Task directions: Report each line below that carries the word "street".

★ ★ ★

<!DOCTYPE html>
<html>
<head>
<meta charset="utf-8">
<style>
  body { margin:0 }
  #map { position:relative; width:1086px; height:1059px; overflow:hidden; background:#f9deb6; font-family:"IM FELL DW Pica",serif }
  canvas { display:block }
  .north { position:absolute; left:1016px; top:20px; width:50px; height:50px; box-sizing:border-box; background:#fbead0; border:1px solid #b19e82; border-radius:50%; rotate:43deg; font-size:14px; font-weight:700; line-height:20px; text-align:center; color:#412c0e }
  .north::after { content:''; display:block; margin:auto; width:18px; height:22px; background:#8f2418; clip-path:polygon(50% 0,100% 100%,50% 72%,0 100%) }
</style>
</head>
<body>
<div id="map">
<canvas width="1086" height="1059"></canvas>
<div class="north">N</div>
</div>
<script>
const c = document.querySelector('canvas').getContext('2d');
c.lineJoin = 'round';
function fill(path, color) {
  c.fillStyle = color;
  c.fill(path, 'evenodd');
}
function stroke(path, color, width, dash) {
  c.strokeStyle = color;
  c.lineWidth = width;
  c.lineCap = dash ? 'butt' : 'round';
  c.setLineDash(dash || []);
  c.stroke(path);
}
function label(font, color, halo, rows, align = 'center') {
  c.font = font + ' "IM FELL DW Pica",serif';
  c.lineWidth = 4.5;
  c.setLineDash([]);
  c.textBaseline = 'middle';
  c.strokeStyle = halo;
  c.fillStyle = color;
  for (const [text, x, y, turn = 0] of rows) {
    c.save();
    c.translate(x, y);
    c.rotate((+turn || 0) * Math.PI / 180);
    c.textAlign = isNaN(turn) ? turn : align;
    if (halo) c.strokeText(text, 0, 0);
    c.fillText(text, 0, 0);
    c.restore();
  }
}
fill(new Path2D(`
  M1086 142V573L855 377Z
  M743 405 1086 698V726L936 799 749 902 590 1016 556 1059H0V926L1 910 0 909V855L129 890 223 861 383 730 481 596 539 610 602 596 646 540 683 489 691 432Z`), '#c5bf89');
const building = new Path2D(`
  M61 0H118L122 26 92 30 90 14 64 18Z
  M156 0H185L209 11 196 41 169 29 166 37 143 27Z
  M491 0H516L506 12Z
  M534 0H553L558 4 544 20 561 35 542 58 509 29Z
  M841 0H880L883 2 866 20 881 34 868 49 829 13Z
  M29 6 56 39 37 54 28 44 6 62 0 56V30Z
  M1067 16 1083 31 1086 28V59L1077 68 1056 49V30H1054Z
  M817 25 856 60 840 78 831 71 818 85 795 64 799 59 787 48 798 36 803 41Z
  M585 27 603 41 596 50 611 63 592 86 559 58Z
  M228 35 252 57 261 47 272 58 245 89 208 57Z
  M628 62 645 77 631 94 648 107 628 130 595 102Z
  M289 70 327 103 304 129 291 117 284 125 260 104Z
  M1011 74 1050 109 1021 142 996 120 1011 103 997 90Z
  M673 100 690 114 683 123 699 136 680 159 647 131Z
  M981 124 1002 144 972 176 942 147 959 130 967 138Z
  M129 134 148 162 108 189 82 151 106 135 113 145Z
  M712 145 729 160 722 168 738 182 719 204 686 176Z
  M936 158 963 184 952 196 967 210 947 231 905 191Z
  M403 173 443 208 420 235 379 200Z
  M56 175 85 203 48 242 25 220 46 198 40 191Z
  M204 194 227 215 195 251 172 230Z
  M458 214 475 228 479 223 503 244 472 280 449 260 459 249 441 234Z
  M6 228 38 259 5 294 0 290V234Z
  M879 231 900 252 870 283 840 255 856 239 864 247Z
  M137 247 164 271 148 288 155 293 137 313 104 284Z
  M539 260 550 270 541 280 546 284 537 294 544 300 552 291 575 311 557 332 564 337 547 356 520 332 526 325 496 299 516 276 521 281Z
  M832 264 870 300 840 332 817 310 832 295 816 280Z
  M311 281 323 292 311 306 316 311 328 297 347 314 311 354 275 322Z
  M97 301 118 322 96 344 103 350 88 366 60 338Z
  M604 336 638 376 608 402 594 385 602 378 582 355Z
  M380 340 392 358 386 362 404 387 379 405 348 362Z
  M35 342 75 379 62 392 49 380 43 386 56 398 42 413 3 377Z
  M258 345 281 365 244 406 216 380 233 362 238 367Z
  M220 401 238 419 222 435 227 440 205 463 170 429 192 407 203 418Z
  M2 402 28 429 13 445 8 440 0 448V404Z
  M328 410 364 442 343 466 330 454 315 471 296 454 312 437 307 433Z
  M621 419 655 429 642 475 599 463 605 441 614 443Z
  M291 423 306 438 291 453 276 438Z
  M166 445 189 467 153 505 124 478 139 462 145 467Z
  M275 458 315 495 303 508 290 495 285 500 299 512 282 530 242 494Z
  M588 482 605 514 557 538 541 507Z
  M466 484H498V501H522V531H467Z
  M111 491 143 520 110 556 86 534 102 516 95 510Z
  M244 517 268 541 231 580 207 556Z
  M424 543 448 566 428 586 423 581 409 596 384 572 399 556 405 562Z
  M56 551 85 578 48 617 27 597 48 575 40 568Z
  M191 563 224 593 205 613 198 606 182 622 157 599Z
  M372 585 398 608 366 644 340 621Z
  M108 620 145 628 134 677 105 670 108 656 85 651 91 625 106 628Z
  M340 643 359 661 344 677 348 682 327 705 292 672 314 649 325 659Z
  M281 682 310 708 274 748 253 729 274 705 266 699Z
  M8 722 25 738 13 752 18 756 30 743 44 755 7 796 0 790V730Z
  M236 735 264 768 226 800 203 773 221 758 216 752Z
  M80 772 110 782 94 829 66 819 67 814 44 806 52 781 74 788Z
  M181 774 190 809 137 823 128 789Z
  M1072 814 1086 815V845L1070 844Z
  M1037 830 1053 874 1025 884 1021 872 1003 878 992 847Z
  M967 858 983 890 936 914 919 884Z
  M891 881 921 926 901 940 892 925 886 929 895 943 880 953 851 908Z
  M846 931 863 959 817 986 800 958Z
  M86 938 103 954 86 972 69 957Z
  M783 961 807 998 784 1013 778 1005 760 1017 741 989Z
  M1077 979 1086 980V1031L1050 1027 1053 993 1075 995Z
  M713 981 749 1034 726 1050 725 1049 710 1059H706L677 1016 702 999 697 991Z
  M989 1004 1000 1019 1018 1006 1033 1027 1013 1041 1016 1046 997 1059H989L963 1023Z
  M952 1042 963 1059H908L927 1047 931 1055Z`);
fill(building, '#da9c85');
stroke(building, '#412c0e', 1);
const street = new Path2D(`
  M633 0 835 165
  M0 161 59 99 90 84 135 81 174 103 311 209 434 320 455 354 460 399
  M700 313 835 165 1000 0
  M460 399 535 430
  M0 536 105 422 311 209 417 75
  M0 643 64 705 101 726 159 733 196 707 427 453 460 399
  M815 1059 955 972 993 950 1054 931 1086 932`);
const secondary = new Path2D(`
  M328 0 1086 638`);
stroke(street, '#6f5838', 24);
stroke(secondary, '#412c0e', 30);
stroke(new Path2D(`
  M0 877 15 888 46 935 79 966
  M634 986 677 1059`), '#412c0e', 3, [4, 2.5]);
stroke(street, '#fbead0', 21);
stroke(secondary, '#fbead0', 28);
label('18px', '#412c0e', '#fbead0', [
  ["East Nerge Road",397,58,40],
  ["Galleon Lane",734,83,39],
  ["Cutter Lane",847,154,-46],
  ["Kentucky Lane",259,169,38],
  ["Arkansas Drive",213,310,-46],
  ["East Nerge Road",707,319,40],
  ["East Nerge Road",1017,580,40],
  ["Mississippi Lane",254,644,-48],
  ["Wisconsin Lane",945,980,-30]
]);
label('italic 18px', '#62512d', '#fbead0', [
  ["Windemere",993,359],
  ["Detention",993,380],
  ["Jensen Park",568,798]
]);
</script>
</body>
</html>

★ ★ ★

Task result:
const street = new Path2D(`
stroke(street, '#6f5838', 24);
stroke(street, '#fbead0', 21);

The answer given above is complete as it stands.